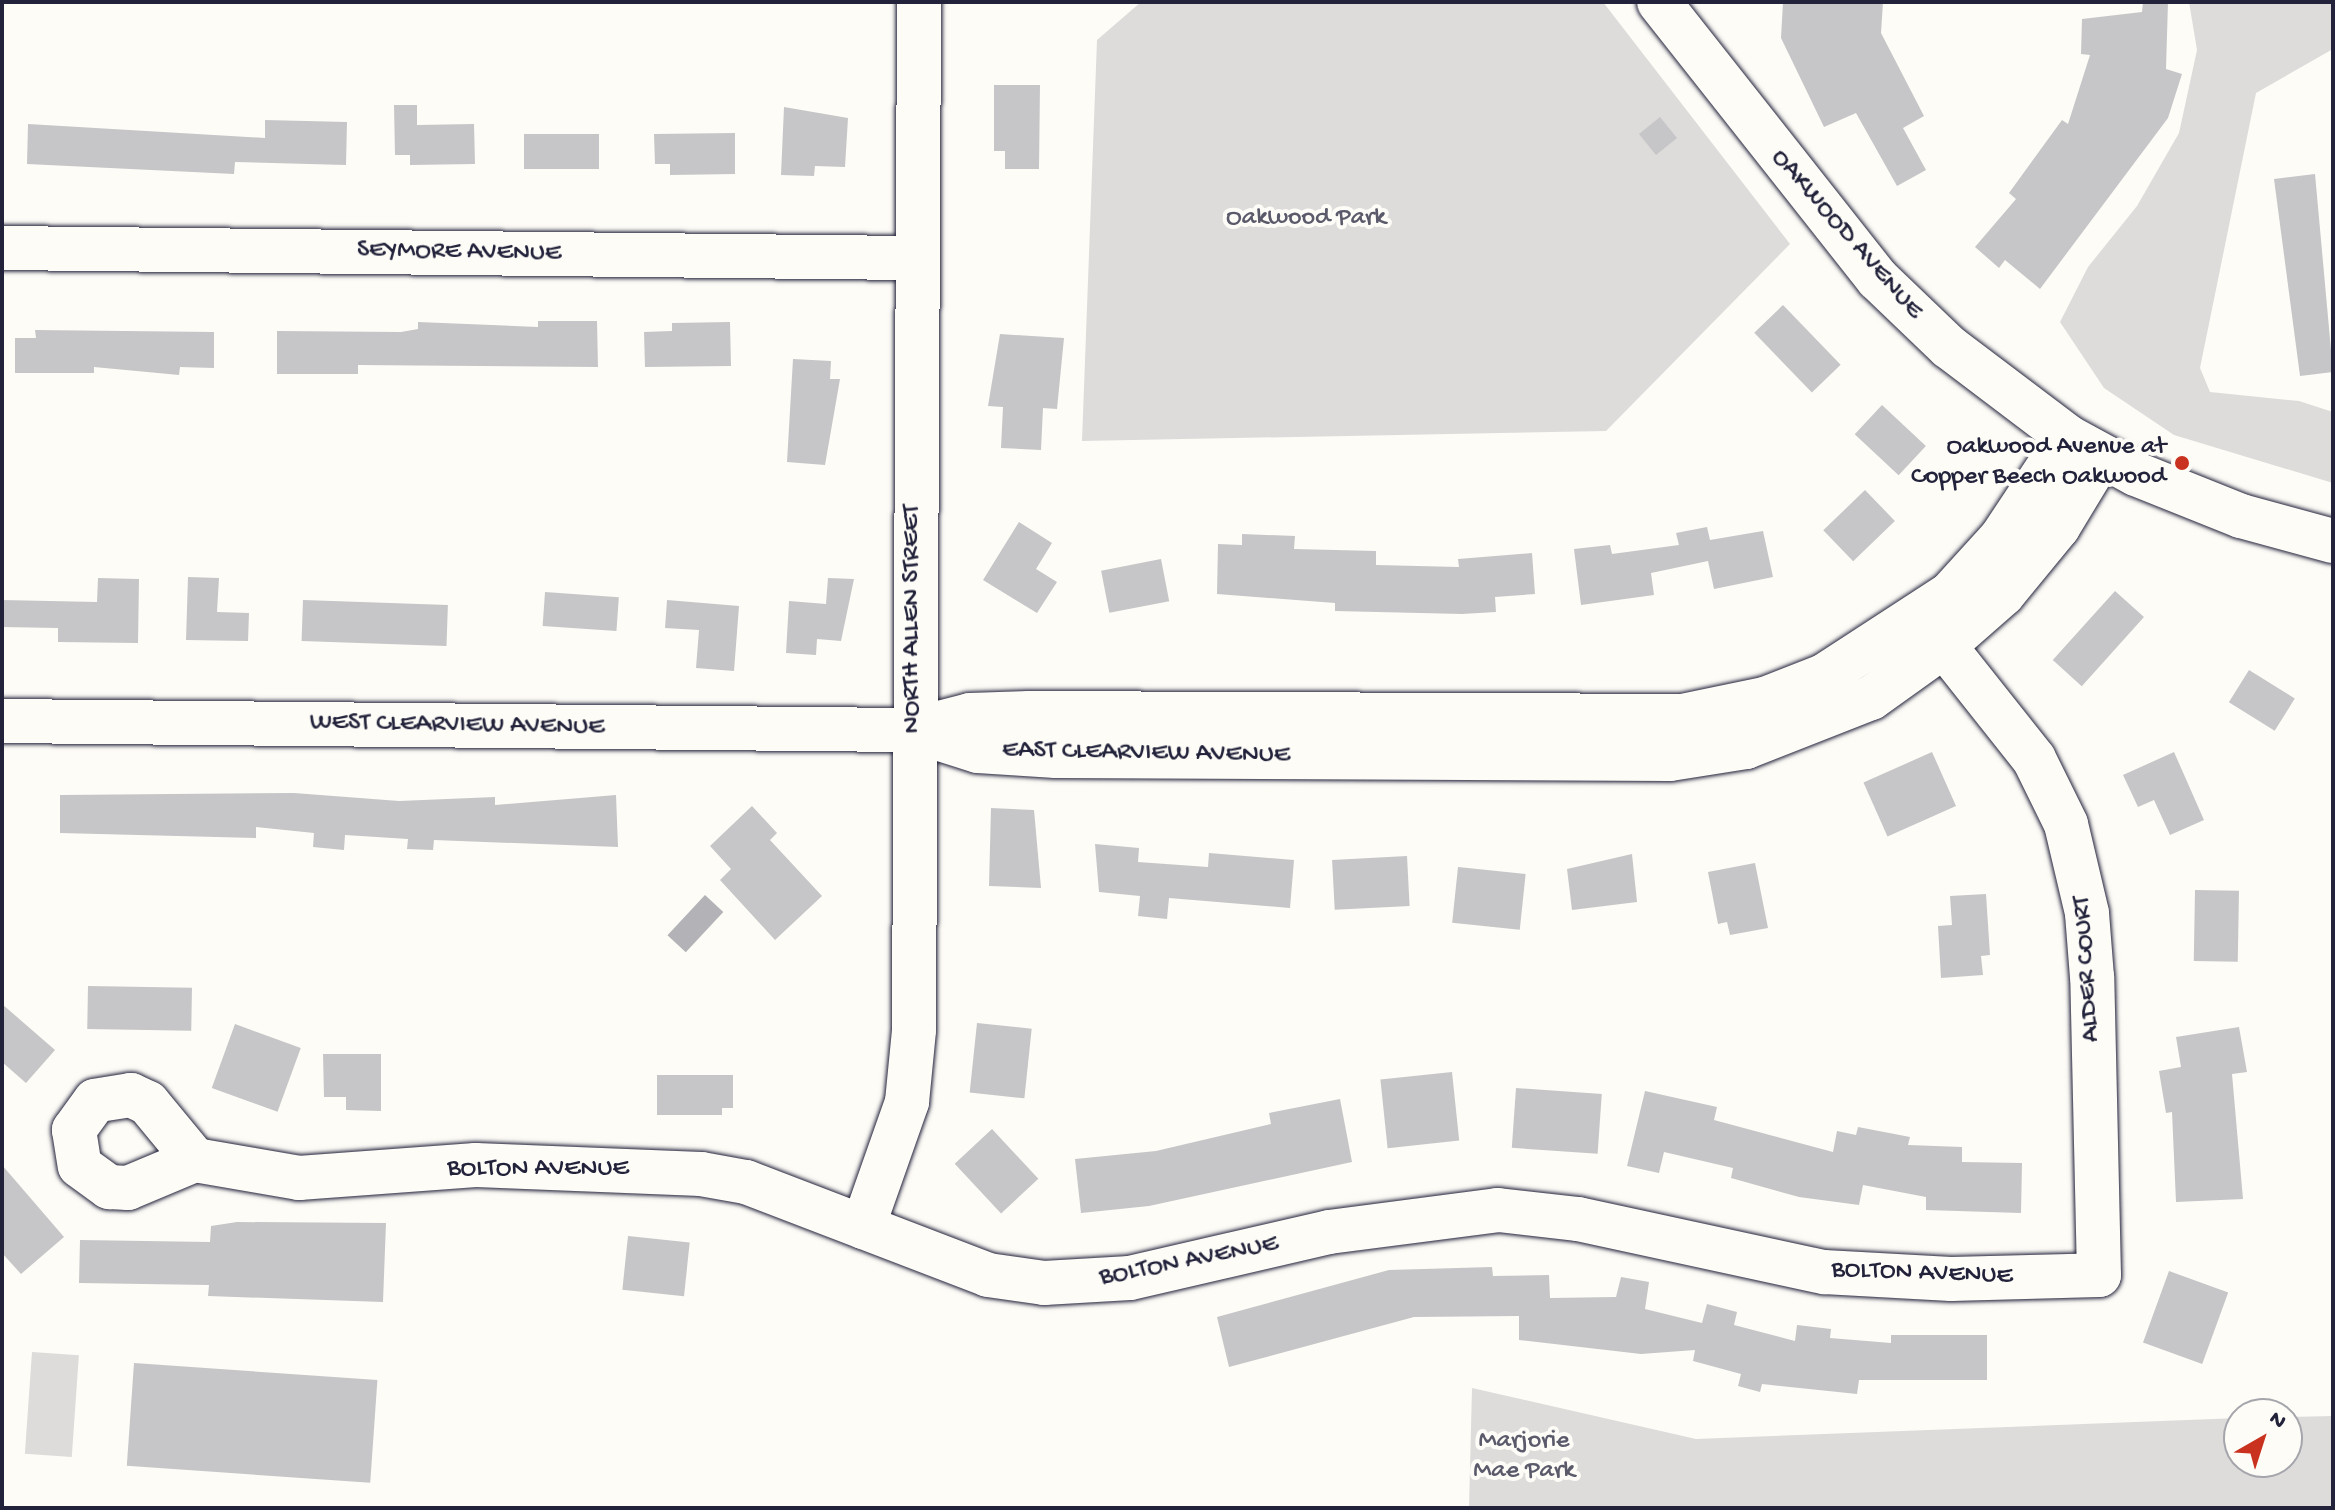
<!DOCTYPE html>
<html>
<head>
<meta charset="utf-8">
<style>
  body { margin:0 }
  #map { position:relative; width:2335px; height:1510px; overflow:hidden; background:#fdfcf7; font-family:"Gochi Hand",sans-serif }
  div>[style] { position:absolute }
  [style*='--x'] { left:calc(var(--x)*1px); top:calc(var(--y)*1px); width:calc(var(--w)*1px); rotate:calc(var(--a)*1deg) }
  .green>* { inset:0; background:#dddcdb; transform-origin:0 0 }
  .water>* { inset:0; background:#b2b2b7; transform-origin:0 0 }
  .building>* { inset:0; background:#c6c6c8; transform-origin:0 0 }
  .roads { filter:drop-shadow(0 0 2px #22223b) drop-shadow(0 0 2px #22223b) }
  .minor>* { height:44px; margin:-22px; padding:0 22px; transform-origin:22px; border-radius:22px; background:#fdfcf7 }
  .dots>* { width:22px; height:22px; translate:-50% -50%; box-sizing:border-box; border:4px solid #fdfcf7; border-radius:50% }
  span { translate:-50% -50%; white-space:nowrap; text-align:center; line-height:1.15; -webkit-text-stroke:8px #fdfcf7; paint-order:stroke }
  .park-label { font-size:26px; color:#5a5a6b }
  .street-label { font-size:26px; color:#22223b }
  .poi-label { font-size:26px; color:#22223b }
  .right { translate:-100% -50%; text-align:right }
  .frame { position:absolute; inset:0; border:4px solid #22223b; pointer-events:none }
  .north { position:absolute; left:2223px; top:1398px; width:80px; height:80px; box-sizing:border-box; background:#fdfcf7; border:2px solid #a5a5ac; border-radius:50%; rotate:39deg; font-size:22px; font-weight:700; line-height:32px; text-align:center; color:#22223b }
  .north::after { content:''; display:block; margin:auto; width:28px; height:36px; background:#c8321e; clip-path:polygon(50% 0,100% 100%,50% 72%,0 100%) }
</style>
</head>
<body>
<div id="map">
  <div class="green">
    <i style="clip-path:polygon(1141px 2px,1603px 2px,1790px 244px,1606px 431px,1082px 441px,1097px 40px)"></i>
    <i style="clip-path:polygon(2189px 2px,2333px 2px,2333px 49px,2256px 93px,2200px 368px,2210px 392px,2299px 401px,2333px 412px,2333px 483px,2174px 435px,2104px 388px,2060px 322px,2088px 267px,2137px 206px,2179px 133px,2197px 50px)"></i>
    <i style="left:32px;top:1352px;width:47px;height:102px;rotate:4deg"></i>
    <i style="clip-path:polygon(1472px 1388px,1696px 1439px,2239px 1418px,2239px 1462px,2287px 1462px,2287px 1417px,2333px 1416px,2333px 1508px,1469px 1508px)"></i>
  </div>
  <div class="water">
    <i style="left:705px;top:895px;width:25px;height:55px;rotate:43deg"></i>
  </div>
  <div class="building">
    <i style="clip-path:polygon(1783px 2px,1883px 2px,1881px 33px,1924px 116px,1903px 128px,1926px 170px,1897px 186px,1856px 113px,1824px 127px,1781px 38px)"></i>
    <i style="clip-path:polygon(2143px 2px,2168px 2px,2166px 69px,2182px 74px,2168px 118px,2040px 289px,2005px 260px,1999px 268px,1975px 247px,2016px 199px,2009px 193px,2062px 120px,2068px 124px,2090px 55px,2081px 54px,2082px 19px,2142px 12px)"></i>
    <i style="clip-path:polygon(994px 85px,1040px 85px,1039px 169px,1005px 169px,1005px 151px,994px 151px)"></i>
    <i style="clip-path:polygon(394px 105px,417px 105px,417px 125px,474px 124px,475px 164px,410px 165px,410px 155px,395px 155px)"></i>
    <i style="clip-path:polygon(784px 107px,848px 118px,845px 167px,815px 166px,814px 176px,781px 175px)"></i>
    <i style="left:1660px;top:117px;width:27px;height:27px;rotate:51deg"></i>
    <i style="clip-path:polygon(265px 120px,347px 122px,346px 165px,235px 162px,234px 174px,27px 164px,28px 124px,265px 138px)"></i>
    <i style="clip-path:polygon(735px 133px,735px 174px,670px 175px,670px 164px,655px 164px,654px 134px)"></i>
    <i style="left:599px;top:134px;width:35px;height:75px;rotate:90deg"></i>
    <i style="clip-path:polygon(2315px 174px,2333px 372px,2300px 376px,2274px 179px)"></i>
    <i style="left:1783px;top:305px;width:83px;height:40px;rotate:46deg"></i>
    <i style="clip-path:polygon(538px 321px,597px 321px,598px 367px,358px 365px,358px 374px,277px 374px,277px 331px,401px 332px,418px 329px,418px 322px,538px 327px)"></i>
    <i style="clip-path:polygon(730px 322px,731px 366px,645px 367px,644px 332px,672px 331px,672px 323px)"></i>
    <i style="clip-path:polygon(35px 330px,214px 332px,214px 368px,180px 367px,179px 375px,94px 367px,94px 373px,15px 373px,15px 338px,36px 338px)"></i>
    <i style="clip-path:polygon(1000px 334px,1064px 338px,1057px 409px,1043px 408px,1041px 450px,1001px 448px,1003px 407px,988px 406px)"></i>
    <i style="clip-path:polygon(793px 359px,831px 361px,830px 379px,840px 379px,825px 465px,787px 462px)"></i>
    <i style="left:1882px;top:405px;width:60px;height:40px;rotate:43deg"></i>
    <i style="left:1865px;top:490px;width:43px;height:58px;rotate:46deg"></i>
    <i style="clip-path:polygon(1019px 522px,1052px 543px,1036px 569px,1057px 582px,1037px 613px,983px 580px)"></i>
    <i style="clip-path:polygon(1707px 527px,1710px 540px,1763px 531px,1773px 577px,1714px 589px,1708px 561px,1651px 573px,1654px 595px,1581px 605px,1574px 549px,1610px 545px,1612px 554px,1679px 545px,1676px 533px)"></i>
    <i style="clip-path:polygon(1242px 534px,1295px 536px,1294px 549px,1376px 551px,1376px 565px,1459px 567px,1458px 559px,1532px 553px,1535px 594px,1495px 597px,1496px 612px,1462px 614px,1335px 611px,1335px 603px,1217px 594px,1218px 544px,1242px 545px)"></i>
    <i style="left:1161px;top:559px;width:43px;height:61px;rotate:79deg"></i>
    <i style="clip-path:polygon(188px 577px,219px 578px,217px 612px,249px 613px,248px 641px,186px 640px)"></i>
    <i style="clip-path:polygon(98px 578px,139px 579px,138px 643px,58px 642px,58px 628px,2px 627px,2px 600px,97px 602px)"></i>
    <i style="clip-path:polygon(828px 578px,854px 579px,841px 641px,817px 639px,816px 655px,786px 653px,789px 601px,826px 604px)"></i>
    <i style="left:2115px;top:591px;width:39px;height:93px;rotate:42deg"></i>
    <i style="left:545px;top:592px;width:74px;height:34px;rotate:4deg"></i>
    <i style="left:303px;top:600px;width:145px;height:41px;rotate:2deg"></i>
    <i style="clip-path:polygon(667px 600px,739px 606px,734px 671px,696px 668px,699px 630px,665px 628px)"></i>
    <i style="left:2249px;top:670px;width:54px;height:38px;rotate:32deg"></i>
    <i style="left:1932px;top:752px;width:59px;height:75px;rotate:66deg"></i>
    <i style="clip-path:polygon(2174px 752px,2204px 820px,2170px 835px,2154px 800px,2138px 807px,2123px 775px)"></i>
    <i style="clip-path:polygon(294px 793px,399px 801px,495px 797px,495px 805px,616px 795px,618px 847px,434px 840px,433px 850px,407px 849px,408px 839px,345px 835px,344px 850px,313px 847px,314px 833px,256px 827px,256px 838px,60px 833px,60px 795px)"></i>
    <i style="clip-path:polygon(752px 806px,777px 833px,770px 840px,822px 896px,775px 940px,720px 880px,731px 869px,710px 846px)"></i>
    <i style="clip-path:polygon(991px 808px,1034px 810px,1041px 888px,989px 886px)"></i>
    <i style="clip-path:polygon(1095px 844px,1139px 848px,1138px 862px,1208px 867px,1209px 853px,1294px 860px,1290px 908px,1169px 898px,1167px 919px,1138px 916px,1140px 896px,1099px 892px)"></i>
    <i style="clip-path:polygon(1632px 854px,1637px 902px,1572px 910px,1567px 869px)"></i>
    <i style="left:1407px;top:856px;width:50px;height:75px;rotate:87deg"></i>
    <i style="clip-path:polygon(1755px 863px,1768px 928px,1730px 935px,1727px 922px,1718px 924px,1708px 872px)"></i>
    <i style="left:1458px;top:867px;width:68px;height:56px;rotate:6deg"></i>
    <i style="left:2195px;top:890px;width:44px;height:71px;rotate:1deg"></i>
    <i style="clip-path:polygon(1986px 894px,1990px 955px,1981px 956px,1983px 975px,1941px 978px,1938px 926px,1952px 925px,1950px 896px)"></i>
    <i style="left:88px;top:986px;width:104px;height:43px;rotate:1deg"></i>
    <i style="clip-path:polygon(2px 1004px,55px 1050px,26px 1083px,2px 1062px)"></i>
    <i style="left:977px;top:1023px;width:55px;height:70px;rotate:6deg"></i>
    <i style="left:235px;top:1024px;width:70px;height:68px;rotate:20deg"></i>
    <i style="clip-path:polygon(2239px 1027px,2247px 1072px,2232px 1074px,2243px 1199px,2176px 1202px,2172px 1112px,2166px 1113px,2159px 1071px,2181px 1067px,2176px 1037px)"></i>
    <i style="clip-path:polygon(323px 1054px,381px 1054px,381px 1111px,346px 1110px,346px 1097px,324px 1097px)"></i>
    <i style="left:1452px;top:1072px;width:69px;height:72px;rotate:84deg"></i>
    <i style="clip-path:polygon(657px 1075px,733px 1075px,733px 1108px,722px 1108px,722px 1115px,657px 1115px)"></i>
    <i style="left:1516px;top:1088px;width:86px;height:60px;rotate:4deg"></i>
    <i style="clip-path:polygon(1645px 1091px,1717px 1107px,1714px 1120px,1833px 1152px,1837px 1131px,1856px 1135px,1858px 1127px,1910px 1137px,1908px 1145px,1962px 1147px,1962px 1162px,2022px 1163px,2021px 1213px,1926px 1210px,1926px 1197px,1863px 1185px,1859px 1205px,1799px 1197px,1731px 1178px,1733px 1168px,1664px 1152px,1659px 1173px,1627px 1166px)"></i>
    <i style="clip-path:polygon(1340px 1099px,1352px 1162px,1149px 1206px,1081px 1213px,1075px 1159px,1156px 1151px,1271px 1124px,1269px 1113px)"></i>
    <i style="left:992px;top:1129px;width:68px;height:51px;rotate:47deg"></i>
    <i style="clip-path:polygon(2px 1165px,64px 1237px,21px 1274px,2px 1253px)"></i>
    <i style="clip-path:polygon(237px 1222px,386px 1223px,383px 1302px,208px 1296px,209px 1285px,79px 1283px,80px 1240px,210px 1242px,211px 1226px)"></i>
    <i style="left:628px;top:1236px;width:62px;height:54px;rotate:6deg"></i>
    <i style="clip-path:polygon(1492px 1267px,1493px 1276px,1549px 1275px,1550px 1298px,1616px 1297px,1621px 1277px,1649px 1282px,1645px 1309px,1702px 1323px,1707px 1304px,1737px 1312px,1734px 1325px,1795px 1341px,1797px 1325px,1831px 1329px,1830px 1338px,1891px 1343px,1891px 1335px,1987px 1335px,1987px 1380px,1859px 1380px,1857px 1394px,1762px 1384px,1760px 1392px,1738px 1386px,1741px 1374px,1693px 1361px,1695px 1350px,1641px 1354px,1519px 1340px,1519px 1316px,1414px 1317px,1229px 1367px,1217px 1317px,1389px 1270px)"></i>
    <i style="left:2169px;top:1271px;width:63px;height:76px;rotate:20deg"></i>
    <i style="left:134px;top:1363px;width:244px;height:103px;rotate:4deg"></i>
  </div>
  <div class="roads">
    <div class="minor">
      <i style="--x:1659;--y:2;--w:353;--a:51.7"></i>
      <i style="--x:1878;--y:279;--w:98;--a:43.8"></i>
      <i style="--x:1949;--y:347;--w:149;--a:37.1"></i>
      <i style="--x:2068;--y:437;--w:77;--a:28.6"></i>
      <i style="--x:2136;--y:474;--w:113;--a:21.8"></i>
      <i style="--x:2241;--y:516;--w:95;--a:15.2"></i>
      <i style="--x:2;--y:248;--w:914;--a:0.63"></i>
      <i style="--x:2;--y:721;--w:910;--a:0.57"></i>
      <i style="--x:912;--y:730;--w:60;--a:-14.5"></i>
      <i style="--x:970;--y:715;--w:59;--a:-1.9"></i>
      <i style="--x:1029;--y:713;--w:653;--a:0.26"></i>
      <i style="--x:1682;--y:716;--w:85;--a:-11.6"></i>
      <i style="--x:1765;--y:699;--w:63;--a:-21.3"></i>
      <i style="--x:1824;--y:676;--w:150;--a:-33.1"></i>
      <i style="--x:1950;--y:594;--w:76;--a:-47.7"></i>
      <i style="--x:2001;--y:538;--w:121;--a:-56.4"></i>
      <i style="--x:912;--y:730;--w:69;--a:17.7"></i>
      <i style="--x:978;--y:751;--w:78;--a:3.7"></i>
      <i style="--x:1056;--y:756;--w:614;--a:0.28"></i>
      <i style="--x:1670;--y:759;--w:77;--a:-9"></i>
      <i style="--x:1746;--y:747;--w:134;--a:-21.4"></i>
      <i style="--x:1871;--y:698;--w:91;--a:-35.6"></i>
      <i style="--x:1945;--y:645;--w:77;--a:-41.3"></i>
      <i style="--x:2003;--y:594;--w:87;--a:-50.6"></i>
      <i style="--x:2058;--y:527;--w:83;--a:-58.8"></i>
      <i style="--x:195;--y:1160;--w:74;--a:-129.5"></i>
      <i style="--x:148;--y:1103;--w:19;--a:-155"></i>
      <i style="--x:131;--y:1095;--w:36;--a:171"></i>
      <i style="--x:95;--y:1101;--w:36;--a:126"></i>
      <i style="--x:74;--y:1130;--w:36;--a:81"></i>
      <i style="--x:80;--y:1166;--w:36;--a:36"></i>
      <i style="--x:109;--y:1187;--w:19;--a:3"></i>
      <i style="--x:128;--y:1188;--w:73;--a:-22.7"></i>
      <i style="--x:195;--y:1160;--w:106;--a:9.8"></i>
      <i style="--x:299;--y:1178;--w:177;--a:-4.2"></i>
      <i style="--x:476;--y:1165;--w:225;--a:2.3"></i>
      <i style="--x:701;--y:1174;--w:46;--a:10.1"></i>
      <i style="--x:746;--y:1182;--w:259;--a:21"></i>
      <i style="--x:988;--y:1275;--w:57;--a:8.1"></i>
      <i style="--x:1044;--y:1283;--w:86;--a:-3.3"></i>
      <i style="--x:1130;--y:1278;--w:204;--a:-13"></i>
      <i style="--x:1329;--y:1232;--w:170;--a:-7.4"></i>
      <i style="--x:1498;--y:1210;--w:81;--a:6.4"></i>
      <i style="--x:1578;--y:1219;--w:252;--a:12.2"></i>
      <i style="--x:1824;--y:1272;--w:127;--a:3.2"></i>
      <i style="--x:1951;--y:1279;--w:148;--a:-1.5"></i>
      <i style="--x:2099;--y:1275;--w:298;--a:-91.3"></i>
      <i style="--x:2092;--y:977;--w:64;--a:-94.5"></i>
      <i style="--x:2087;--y:913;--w:91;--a:-103.3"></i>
      <i style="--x:2066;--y:824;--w:72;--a:-116.2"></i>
      <i style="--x:2034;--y:759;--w:184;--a:-128.4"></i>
      <i style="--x:863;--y:1227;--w:133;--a:-70.6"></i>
      <i style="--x:907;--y:1102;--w:72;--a:-84.4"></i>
      <i style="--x:914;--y:1030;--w:1028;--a:-89.72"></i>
    </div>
  </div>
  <div class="dots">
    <i style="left:2182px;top:463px;background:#c8321e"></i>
  </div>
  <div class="park-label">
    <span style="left:1306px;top:219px">Oakwood Park</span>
    <span style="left:1524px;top:1457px">Marjorie<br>Mae Park</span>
  </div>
  <div class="street-label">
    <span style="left:1846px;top:235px;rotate:49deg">OAKWOOD AVENUE</span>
    <span style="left:459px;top:253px;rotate:1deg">SEYMORE AVENUE</span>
    <span style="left:913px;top:619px;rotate:-90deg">NORTH ALLEN STREET</span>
    <span style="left:457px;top:726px;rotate:1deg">WEST CLEARVIEW AVENUE</span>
    <span style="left:1146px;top:754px;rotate:1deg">EAST CLEARVIEW AVENUE</span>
    <span style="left:2088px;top:969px;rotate:-94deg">ALDER COURT</span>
    <span style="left:538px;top:1170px">BOLTON AVENUE</span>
    <span style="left:1189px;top:1262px;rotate:-11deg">BOLTON AVENUE</span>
    <span style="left:1922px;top:1274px;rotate:2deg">BOLTON AVENUE</span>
  </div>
  <div class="poi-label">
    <span class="right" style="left:2166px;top:463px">Oakwood Avenue at<br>Copper Beech Oakwood</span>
  </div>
  <div class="frame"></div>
  <div class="north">N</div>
</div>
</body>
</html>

· · ·

=== Your objective ===
One number and nothing else is the answer: how many lines of the material include "water".

=== Exercise output ===
2